_TASK GOAL_. Your answer should consist of the listing, repeated exactly.
┏━━
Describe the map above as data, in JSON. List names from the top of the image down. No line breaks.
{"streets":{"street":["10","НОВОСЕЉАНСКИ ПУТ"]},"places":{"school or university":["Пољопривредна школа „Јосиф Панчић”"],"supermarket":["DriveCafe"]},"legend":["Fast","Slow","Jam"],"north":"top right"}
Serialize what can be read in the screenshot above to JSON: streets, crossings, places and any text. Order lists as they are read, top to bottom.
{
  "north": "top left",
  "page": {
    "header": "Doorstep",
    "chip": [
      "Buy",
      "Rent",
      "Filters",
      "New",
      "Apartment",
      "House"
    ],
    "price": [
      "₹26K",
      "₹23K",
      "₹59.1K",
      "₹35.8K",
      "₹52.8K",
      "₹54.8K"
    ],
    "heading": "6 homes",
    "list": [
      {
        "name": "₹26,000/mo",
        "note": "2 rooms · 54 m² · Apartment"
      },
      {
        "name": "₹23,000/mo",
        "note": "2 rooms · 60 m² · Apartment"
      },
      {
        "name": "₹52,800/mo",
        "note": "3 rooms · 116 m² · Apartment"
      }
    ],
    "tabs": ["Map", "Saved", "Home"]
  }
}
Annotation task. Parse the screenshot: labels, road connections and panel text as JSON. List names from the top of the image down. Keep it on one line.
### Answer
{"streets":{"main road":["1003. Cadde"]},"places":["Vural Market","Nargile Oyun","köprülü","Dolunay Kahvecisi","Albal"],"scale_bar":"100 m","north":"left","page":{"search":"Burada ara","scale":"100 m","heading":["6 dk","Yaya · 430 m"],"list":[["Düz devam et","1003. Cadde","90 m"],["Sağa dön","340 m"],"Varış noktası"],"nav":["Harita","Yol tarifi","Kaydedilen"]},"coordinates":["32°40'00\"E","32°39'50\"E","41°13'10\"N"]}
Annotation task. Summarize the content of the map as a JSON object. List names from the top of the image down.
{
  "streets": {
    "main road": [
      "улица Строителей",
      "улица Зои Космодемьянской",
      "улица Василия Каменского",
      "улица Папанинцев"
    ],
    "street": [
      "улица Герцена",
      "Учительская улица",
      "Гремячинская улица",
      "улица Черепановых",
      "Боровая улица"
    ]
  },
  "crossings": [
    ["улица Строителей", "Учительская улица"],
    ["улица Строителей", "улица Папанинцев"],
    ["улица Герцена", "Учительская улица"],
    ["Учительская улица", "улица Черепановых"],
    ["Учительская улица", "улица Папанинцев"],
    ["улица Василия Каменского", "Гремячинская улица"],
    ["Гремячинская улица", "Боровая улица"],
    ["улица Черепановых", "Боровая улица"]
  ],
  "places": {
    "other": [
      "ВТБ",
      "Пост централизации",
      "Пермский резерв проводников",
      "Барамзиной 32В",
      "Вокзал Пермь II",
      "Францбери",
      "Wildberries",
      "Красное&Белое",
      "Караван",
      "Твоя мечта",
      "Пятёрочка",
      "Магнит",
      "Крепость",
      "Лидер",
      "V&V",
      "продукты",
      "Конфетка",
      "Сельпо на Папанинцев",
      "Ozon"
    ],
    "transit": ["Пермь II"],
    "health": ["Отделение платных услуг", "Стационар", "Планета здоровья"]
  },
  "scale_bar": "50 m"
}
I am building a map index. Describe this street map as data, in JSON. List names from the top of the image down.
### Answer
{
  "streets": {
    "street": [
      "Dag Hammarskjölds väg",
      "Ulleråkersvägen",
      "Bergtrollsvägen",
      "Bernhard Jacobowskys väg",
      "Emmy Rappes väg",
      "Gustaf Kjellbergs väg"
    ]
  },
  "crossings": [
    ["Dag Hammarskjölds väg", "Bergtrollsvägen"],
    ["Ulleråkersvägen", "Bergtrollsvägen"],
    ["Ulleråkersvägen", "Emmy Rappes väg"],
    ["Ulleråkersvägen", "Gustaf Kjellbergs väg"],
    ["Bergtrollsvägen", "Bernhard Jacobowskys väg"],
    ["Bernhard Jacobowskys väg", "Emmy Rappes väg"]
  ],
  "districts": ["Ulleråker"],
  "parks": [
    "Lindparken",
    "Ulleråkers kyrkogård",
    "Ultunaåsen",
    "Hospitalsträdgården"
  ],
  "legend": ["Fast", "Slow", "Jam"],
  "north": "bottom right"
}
┗━━
_EXERCISE RESULT_.
Describe the map above as data, in JSON. List names from the top of the image down. No line breaks.
{"streets":{"street":["10","НОВОСЕЉАНСКИ ПУТ"]},"places":{"school or university":["Пољопривредна школа „Јосиф Панчић”"],"supermarket":["DriveCafe"]},"legend":["Fast","Slow","Jam"],"north":"top right"}
Serialize what can be read in the screenshot above to JSON: streets, crossings, places and any text. Order lists as they are read, top to bottom.
{
  "north": "top left",
  "page": {
    "header": "Doorstep",
    "chip": [
      "Buy",
      "Rent",
      "Filters",
      "New",
      "Apartment",
      "House"
    ],
    "price": [
      "₹26K",
      "₹23K",
      "₹59.1K",
      "₹35.8K",
      "₹52.8K",
      "₹54.8K"
    ],
    "heading": "6 homes",
    "list": [
      {
        "name": "₹26,000/mo",
        "note": "2 rooms · 54 m² · Apartment"
      },
      {
        "name": "₹23,000/mo",
        "note": "2 rooms · 60 m² · Apartment"
      },
      {
        "name": "₹52,800/mo",
        "note": "3 rooms · 116 m² · Apartment"
      }
    ],
    "tabs": ["Map", "Saved", "Home"]
  }
}
Annotation task. Parse the screenshot: labels, road connections and panel text as JSON. List names from the top of the image down. Keep it on one line.
### Answer
{"streets":{"main road":["1003. Cadde"]},"places":["Vural Market","Nargile Oyun","köprülü","Dolunay Kahvecisi","Albal"],"scale_bar":"100 m","north":"left","page":{"search":"Burada ara","scale":"100 m","heading":["6 dk","Yaya · 430 m"],"list":[["Düz devam et","1003. Cadde","90 m"],["Sağa dön","340 m"],"Varış noktası"],"nav":["Harita","Yol tarifi","Kaydedilen"]},"coordinates":["32°40'00\"E","32°39'50\"E","41°13'10\"N"]}
Annotation task. Summarize the content of the map as a JSON object. List names from the top of the image down.
{
  "streets": {
    "main road": [
      "улица Строителей",
      "улица Зои Космодемьянской",
      "улица Василия Каменского",
      "улица Папанинцев"
    ],
    "street": [
      "улица Герцена",
      "Учительская улица",
      "Гремячинская улица",
      "улица Черепановых",
      "Боровая улица"
    ]
  },
  "crossings": [
    ["улица Строителей", "Учительская улица"],
    ["улица Строителей", "улица Папанинцев"],
    ["улица Герцена", "Учительская улица"],
    ["Учительская улица", "улица Черепановых"],
    ["Учительская улица", "улица Папанинцев"],
    ["улица Василия Каменского", "Гремячинская улица"],
    ["Гремячинская улица", "Боровая улица"],
    ["улица Черепановых", "Боровая улица"]
  ],
  "places": {
    "other": [
      "ВТБ",
      "Пост централизации",
      "Пермский резерв проводников",
      "Барамзиной 32В",
      "Вокзал Пермь II",
      "Францбери",
      "Wildberries",
      "Красное&Белое",
      "Караван",
      "Твоя мечта",
      "Пятёрочка",
      "Магнит",
      "Крепость",
      "Лидер",
      "V&V",
      "продукты",
      "Конфетка",
      "Сельпо на Папанинцев",
      "Ozon"
    ],
    "transit": ["Пермь II"],
    "health": ["Отделение платных услуг", "Стационар", "Планета здоровья"]
  },
  "scale_bar": "50 m"
}
I am building a map index. Describe this street map as data, in JSON. List names from the top of the image down.
### Answer
{
  "streets": {
    "street": [
      "Dag Hammarskjölds väg",
      "Ulleråkersvägen",
      "Bergtrollsvägen",
      "Bernhard Jacobowskys väg",
      "Emmy Rappes väg",
      "Gustaf Kjellbergs väg"
    ]
  },
  "crossings": [
    ["Dag Hammarskjölds väg", "Bergtrollsvägen"],
    ["Ulleråkersvägen", "Bergtrollsvägen"],
    ["Ulleråkersvägen", "Emmy Rappes väg"],
    ["Ulleråkersvägen", "Gustaf Kjellbergs väg"],
    ["Bergtrollsvägen", "Bernhard Jacobowskys väg"],
    ["Bernhard Jacobowskys väg", "Emmy Rappes väg"]
  ],
  "districts": ["Ulleråker"],
  "parks": [
    "Lindparken",
    "Ulleråkers kyrkogård",
    "Ultunaåsen",
    "Hospitalsträdgården"
  ],
  "legend": ["Fast", "Slow", "Jam"],
  "north": "bottom right"
}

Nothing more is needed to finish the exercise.